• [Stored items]
----

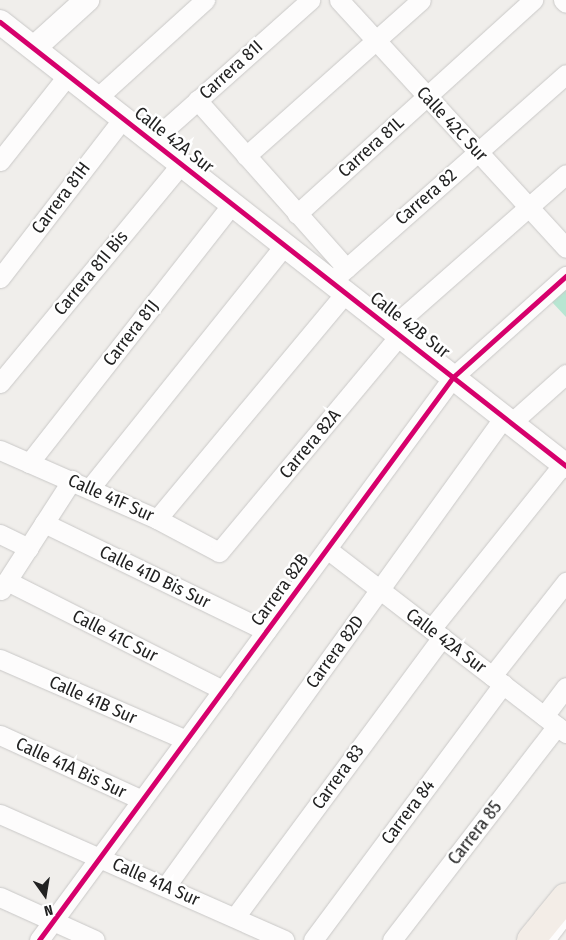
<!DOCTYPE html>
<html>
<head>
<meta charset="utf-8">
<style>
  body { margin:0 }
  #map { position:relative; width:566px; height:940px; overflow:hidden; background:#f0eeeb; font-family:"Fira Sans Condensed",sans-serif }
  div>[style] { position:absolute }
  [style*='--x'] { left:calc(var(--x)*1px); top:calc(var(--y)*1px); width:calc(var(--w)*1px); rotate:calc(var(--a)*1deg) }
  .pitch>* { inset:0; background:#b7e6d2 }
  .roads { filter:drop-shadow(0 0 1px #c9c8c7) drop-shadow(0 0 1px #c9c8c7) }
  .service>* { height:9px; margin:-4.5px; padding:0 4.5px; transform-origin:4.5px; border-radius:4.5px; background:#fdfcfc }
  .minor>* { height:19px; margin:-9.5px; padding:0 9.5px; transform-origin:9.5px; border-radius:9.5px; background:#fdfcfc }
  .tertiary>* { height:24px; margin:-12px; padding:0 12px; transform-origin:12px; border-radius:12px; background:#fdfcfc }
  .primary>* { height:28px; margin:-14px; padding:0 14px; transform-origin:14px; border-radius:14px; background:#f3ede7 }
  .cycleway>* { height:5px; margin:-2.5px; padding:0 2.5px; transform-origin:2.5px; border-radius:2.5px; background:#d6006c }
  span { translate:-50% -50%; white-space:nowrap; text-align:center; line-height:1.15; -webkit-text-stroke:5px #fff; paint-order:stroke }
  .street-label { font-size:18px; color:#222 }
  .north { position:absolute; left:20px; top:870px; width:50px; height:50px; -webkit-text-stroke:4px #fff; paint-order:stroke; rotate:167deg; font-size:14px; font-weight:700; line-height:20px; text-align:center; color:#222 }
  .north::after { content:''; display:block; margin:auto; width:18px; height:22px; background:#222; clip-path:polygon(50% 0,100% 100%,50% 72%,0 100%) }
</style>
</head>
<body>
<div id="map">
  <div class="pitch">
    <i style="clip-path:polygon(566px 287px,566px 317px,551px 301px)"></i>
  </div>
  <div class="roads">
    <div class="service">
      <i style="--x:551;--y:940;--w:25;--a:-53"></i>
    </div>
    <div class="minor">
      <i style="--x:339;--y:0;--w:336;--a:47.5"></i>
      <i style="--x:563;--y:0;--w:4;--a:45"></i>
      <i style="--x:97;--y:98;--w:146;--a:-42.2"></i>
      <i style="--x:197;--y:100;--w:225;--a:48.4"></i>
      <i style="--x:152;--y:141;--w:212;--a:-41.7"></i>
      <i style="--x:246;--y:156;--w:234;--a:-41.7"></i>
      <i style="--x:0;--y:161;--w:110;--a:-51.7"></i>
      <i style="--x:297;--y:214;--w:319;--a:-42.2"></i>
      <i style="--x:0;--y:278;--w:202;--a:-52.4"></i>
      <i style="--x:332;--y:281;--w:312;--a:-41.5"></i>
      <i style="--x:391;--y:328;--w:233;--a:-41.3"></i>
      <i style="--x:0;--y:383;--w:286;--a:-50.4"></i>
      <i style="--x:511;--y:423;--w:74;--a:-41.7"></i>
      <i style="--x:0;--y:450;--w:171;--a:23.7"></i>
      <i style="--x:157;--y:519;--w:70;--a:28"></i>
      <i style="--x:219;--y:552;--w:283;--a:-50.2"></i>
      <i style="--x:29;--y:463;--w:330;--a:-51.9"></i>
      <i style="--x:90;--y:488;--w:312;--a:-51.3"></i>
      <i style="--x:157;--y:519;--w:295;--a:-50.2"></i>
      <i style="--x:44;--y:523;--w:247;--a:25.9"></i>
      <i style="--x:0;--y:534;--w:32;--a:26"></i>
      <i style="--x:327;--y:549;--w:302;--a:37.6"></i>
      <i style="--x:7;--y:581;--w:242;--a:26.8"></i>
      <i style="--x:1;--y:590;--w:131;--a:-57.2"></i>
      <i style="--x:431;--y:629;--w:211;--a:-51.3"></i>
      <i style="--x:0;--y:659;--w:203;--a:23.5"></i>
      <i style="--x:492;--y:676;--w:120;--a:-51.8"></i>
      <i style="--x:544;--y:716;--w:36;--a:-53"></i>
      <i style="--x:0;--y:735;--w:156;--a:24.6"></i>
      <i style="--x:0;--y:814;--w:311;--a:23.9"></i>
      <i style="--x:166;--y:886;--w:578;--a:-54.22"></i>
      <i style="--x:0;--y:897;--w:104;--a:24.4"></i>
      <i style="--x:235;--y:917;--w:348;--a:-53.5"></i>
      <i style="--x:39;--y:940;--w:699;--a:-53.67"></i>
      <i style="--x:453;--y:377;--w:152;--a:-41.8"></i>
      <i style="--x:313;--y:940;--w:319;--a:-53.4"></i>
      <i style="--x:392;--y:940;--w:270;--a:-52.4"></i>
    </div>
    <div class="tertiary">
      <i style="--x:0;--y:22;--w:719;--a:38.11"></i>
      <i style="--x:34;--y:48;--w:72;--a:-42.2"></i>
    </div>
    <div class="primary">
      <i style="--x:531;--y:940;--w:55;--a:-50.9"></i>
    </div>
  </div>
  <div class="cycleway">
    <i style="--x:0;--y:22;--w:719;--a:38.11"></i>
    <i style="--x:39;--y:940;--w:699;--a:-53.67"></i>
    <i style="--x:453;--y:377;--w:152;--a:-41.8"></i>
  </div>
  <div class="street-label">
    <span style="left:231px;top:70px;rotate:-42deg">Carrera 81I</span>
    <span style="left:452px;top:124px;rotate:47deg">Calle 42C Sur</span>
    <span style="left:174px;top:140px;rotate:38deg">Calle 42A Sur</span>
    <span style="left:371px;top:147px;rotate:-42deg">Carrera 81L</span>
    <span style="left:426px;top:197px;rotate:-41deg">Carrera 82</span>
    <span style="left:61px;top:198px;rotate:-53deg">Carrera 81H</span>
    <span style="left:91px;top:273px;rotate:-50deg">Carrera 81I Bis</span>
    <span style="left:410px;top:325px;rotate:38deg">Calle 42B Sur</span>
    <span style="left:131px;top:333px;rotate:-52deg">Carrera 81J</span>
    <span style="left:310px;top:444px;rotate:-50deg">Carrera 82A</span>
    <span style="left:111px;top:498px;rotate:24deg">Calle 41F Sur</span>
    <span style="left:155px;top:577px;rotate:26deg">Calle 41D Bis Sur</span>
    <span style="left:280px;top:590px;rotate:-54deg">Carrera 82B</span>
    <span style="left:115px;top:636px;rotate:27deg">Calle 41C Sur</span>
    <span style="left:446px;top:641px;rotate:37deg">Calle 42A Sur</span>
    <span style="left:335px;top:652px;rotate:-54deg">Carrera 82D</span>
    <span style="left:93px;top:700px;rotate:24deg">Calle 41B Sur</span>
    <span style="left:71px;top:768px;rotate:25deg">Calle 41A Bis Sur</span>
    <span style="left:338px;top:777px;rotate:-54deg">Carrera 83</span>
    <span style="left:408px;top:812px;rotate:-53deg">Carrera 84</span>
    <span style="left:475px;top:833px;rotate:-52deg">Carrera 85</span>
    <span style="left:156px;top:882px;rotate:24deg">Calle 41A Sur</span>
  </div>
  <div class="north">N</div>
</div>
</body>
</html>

----

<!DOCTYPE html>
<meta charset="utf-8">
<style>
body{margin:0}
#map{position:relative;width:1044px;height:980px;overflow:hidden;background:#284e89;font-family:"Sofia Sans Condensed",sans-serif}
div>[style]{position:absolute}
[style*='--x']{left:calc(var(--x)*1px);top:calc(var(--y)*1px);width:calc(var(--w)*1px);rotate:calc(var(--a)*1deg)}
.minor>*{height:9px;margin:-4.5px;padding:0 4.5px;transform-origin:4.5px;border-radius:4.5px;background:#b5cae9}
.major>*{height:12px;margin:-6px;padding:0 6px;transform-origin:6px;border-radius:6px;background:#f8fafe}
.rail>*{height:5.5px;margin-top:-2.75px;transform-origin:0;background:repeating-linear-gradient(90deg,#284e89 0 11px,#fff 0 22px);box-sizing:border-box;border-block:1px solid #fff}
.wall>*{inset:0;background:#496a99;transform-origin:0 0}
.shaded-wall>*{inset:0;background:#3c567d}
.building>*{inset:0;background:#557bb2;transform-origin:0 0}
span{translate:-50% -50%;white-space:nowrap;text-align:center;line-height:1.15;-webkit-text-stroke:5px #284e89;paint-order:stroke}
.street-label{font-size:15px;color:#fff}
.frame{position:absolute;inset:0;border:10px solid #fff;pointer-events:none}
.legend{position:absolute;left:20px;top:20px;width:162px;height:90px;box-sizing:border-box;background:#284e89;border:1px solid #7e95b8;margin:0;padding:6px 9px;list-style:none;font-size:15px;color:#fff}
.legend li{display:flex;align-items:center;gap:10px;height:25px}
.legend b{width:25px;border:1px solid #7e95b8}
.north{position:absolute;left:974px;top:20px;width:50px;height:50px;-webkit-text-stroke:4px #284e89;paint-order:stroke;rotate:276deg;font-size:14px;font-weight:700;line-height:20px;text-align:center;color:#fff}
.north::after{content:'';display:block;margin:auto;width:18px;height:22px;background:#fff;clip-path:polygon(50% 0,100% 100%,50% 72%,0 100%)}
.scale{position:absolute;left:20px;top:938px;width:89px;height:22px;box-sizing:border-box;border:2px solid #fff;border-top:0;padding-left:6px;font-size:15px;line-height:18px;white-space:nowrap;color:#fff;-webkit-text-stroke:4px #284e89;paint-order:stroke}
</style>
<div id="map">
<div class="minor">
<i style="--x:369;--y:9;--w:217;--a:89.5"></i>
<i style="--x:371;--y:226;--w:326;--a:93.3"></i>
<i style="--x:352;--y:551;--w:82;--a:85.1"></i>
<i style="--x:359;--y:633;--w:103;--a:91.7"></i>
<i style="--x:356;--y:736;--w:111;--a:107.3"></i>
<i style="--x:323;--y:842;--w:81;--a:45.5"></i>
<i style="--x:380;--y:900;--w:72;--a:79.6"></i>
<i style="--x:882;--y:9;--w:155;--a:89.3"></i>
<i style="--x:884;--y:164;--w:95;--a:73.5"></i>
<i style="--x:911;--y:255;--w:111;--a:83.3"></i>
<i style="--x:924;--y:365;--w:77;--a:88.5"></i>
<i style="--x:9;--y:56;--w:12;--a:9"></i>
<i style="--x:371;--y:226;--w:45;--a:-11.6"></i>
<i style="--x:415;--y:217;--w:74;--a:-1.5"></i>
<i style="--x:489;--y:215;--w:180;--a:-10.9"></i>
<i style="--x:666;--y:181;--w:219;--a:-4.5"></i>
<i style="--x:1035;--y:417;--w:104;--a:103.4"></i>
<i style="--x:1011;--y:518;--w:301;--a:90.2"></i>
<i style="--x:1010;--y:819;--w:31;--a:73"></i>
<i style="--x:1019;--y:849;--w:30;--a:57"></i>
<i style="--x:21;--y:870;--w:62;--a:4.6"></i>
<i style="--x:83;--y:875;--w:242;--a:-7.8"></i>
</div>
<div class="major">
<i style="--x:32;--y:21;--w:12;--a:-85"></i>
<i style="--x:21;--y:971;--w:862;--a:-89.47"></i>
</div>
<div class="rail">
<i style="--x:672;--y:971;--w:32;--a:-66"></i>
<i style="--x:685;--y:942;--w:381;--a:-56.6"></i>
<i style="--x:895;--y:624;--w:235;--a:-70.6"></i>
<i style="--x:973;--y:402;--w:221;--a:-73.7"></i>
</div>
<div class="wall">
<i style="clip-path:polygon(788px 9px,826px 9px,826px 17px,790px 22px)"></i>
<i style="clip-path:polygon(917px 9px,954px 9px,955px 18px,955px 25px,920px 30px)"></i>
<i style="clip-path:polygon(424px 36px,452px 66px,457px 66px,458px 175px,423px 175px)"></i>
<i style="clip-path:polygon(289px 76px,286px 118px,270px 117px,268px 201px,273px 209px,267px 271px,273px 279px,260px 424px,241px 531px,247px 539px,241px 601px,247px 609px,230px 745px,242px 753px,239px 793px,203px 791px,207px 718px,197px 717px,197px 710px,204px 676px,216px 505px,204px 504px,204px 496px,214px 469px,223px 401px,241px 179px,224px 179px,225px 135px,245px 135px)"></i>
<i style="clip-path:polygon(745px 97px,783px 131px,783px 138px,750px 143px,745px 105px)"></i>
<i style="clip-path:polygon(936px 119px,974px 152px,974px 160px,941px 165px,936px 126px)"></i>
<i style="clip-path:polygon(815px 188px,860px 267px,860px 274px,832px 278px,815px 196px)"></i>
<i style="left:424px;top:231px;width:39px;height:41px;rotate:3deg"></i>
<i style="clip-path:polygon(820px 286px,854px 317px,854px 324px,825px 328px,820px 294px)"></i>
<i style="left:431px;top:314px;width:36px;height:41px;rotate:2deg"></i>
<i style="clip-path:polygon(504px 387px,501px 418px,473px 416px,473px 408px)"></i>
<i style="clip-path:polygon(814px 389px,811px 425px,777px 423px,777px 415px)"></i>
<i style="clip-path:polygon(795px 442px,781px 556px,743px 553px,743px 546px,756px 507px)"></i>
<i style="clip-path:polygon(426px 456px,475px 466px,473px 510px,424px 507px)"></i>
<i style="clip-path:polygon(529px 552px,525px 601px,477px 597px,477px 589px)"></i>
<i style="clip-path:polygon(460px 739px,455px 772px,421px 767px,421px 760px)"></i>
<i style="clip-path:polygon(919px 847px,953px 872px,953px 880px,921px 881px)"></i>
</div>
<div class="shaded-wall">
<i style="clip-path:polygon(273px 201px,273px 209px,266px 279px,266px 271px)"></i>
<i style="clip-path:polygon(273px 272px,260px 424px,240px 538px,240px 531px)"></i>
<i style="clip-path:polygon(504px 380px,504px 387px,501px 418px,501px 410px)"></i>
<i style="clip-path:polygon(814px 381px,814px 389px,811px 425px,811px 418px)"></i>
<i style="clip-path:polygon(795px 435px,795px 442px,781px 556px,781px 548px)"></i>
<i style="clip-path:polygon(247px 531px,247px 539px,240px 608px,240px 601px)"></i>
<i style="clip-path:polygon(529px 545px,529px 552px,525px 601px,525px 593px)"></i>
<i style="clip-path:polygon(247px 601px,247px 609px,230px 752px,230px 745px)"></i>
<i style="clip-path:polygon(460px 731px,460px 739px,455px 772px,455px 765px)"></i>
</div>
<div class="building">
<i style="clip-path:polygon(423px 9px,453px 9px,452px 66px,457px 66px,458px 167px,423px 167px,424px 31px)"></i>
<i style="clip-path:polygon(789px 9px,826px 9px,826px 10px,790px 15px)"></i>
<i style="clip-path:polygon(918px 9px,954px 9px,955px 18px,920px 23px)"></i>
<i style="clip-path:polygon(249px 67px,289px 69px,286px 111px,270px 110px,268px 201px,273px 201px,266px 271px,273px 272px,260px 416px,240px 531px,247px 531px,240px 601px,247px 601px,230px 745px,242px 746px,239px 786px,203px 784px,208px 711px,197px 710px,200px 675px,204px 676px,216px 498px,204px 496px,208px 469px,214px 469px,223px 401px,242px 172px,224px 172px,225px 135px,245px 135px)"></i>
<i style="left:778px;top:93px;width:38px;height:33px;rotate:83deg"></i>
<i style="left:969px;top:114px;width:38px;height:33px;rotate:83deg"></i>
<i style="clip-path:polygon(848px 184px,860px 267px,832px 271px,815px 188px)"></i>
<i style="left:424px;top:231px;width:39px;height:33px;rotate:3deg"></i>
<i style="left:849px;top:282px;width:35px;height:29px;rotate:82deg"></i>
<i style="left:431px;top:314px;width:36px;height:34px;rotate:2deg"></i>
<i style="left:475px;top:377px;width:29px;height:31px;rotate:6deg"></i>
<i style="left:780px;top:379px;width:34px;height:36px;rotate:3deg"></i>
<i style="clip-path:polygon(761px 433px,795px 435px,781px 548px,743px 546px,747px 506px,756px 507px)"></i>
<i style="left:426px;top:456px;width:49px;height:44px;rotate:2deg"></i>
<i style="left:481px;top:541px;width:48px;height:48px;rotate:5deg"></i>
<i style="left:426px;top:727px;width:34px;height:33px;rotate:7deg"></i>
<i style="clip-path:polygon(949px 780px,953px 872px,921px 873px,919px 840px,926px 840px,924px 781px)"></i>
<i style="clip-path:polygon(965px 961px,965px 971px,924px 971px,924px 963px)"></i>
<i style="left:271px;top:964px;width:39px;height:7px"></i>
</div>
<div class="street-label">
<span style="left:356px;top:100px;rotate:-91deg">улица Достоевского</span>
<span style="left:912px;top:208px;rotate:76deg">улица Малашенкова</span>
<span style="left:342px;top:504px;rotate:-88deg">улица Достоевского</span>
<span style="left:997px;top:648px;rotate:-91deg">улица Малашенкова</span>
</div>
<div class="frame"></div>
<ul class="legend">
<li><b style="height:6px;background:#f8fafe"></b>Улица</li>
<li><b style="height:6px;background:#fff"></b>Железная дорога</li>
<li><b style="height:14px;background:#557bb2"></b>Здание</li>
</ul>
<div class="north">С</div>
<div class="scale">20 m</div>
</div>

----

• [WHAT YOU SHOULD DO] Please go over the data above and copy each line with "service" in it.

• [TASK OUTPUT]
  .service>* { height:9px; margin:-4.5px; padding:0 4.5px; transform-origin:4.5px; border-radius:4.5px; background:#fdfcfc }
    <div class="service">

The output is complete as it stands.